Data records =>
□ □ □ □

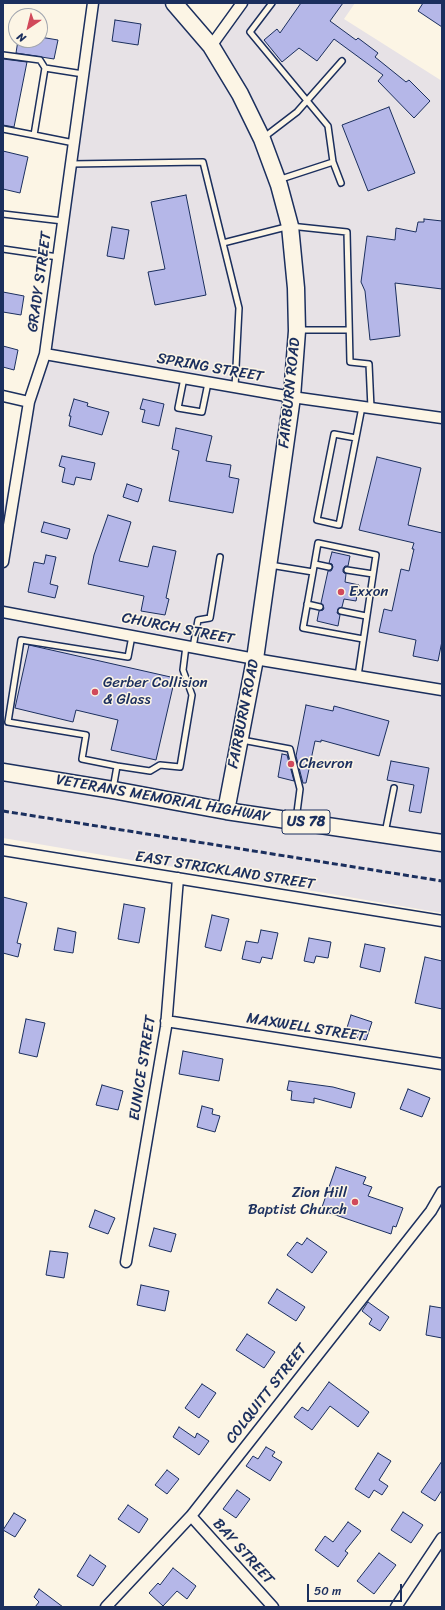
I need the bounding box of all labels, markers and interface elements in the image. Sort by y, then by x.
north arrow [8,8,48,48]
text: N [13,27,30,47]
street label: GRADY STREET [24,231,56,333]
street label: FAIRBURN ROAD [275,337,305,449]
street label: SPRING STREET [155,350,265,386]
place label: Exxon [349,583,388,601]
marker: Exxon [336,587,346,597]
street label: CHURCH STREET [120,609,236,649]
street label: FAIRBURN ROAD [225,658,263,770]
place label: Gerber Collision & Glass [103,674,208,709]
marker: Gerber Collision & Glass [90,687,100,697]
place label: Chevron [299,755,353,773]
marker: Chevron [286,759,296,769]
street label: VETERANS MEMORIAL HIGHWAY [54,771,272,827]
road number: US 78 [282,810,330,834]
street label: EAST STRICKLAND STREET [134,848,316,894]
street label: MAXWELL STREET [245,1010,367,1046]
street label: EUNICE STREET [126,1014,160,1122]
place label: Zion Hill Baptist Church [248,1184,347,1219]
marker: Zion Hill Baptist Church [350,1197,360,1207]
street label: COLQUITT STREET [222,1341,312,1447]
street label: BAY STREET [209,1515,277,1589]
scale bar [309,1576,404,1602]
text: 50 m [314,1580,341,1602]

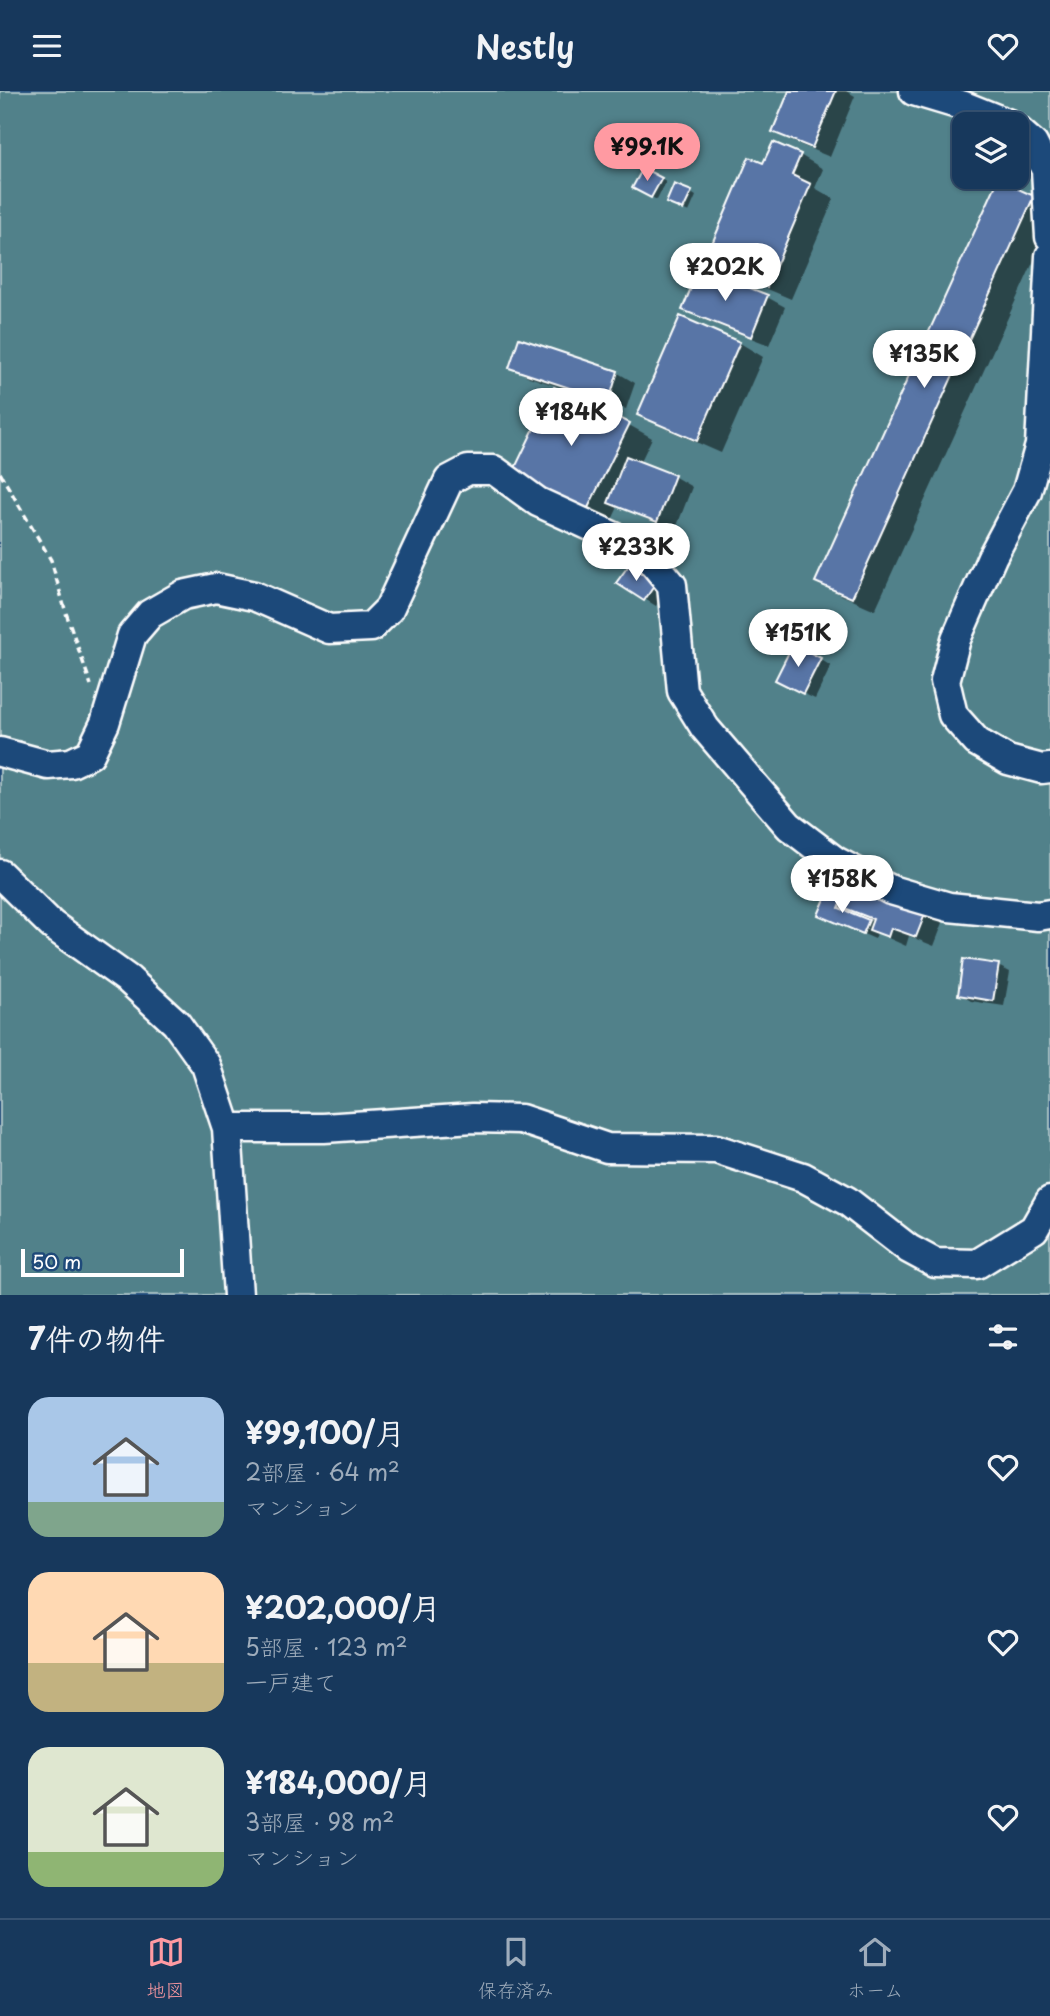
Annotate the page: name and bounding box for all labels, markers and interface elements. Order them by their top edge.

□ □ □ □

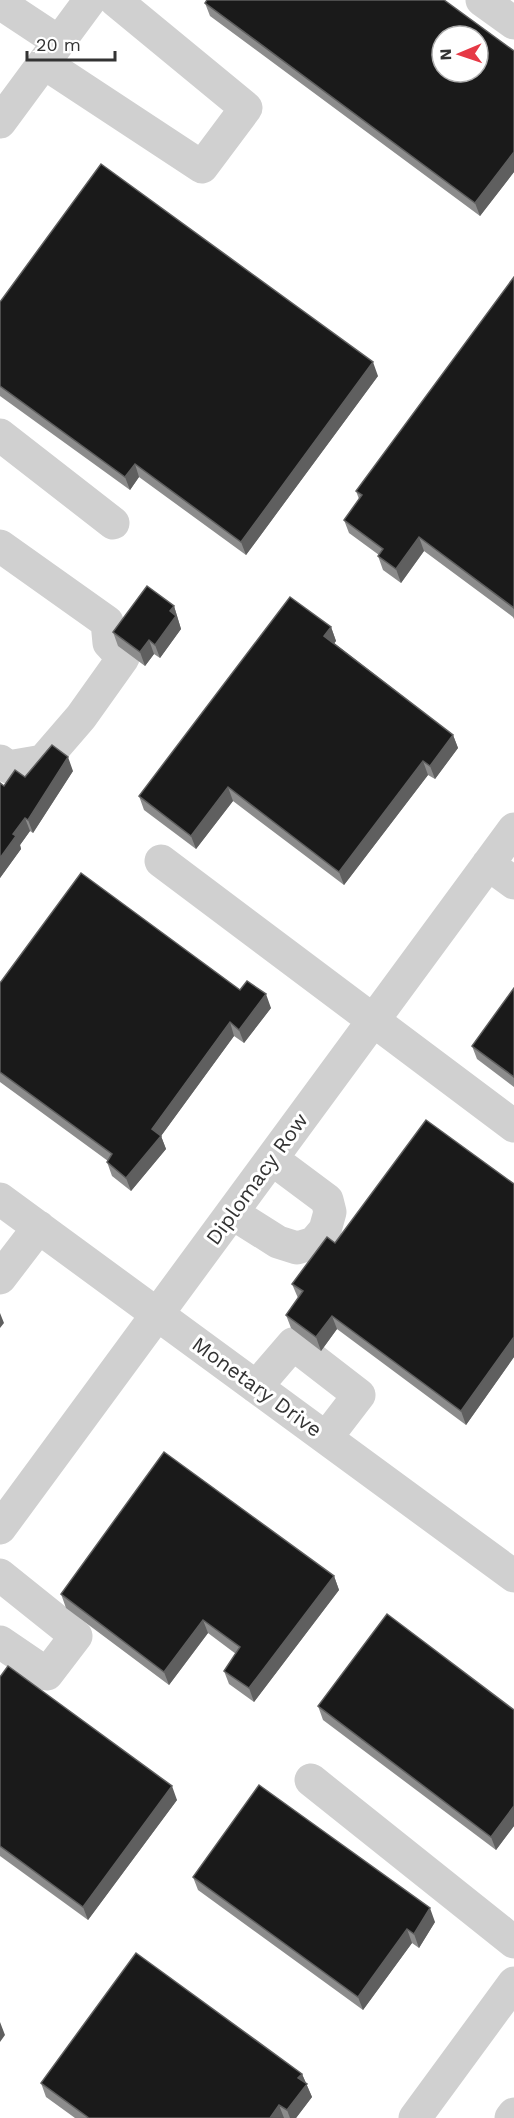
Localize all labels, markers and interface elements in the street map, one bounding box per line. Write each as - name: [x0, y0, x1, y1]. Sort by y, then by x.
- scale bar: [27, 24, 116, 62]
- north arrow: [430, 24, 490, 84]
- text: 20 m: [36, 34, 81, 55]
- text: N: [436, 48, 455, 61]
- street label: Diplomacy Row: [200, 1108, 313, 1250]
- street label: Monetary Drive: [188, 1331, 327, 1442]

□ □ □ □

Work task =>
From the entries above, copy exactly the lines starting at the one with "I need the bounding" and stopping at the one with "Annotate the page: name", keeping both ends. Drop the pictures.

Answer box =>
I need the bounding box of all labels, markers and interface elements in the image. Sort by y, then by x.
north arrow [8,8,48,48]
text: N [13,27,30,47]
street label: GRADY STREET [24,231,56,333]
street label: FAIRBURN ROAD [275,337,305,449]
street label: SPRING STREET [155,350,265,386]
place label: Exxon [349,583,388,601]
marker: Exxon [336,587,346,597]
street label: CHURCH STREET [120,609,236,649]
street label: FAIRBURN ROAD [225,658,263,770]
place label: Gerber Collision & Glass [103,674,208,709]
marker: Gerber Collision & Glass [90,687,100,697]
place label: Chevron [299,755,353,773]
marker: Chevron [286,759,296,769]
street label: VETERANS MEMORIAL HIGHWAY [54,771,272,827]
road number: US 78 [282,810,330,834]
street label: EAST STRICKLAND STREET [134,848,316,894]
street label: MAXWELL STREET [245,1010,367,1046]
street label: EUNICE STREET [126,1014,160,1122]
place label: Zion Hill Baptist Church [248,1184,347,1219]
marker: Zion Hill Baptist Church [350,1197,360,1207]
street label: COLQUITT STREET [222,1341,312,1447]
street label: BAY STREET [209,1515,277,1589]
scale bar [309,1576,404,1602]
text: 50 m [314,1580,341,1602]

Annotate the page: name and bounding box for all labels, markers and interface elements. Order them by their top edge.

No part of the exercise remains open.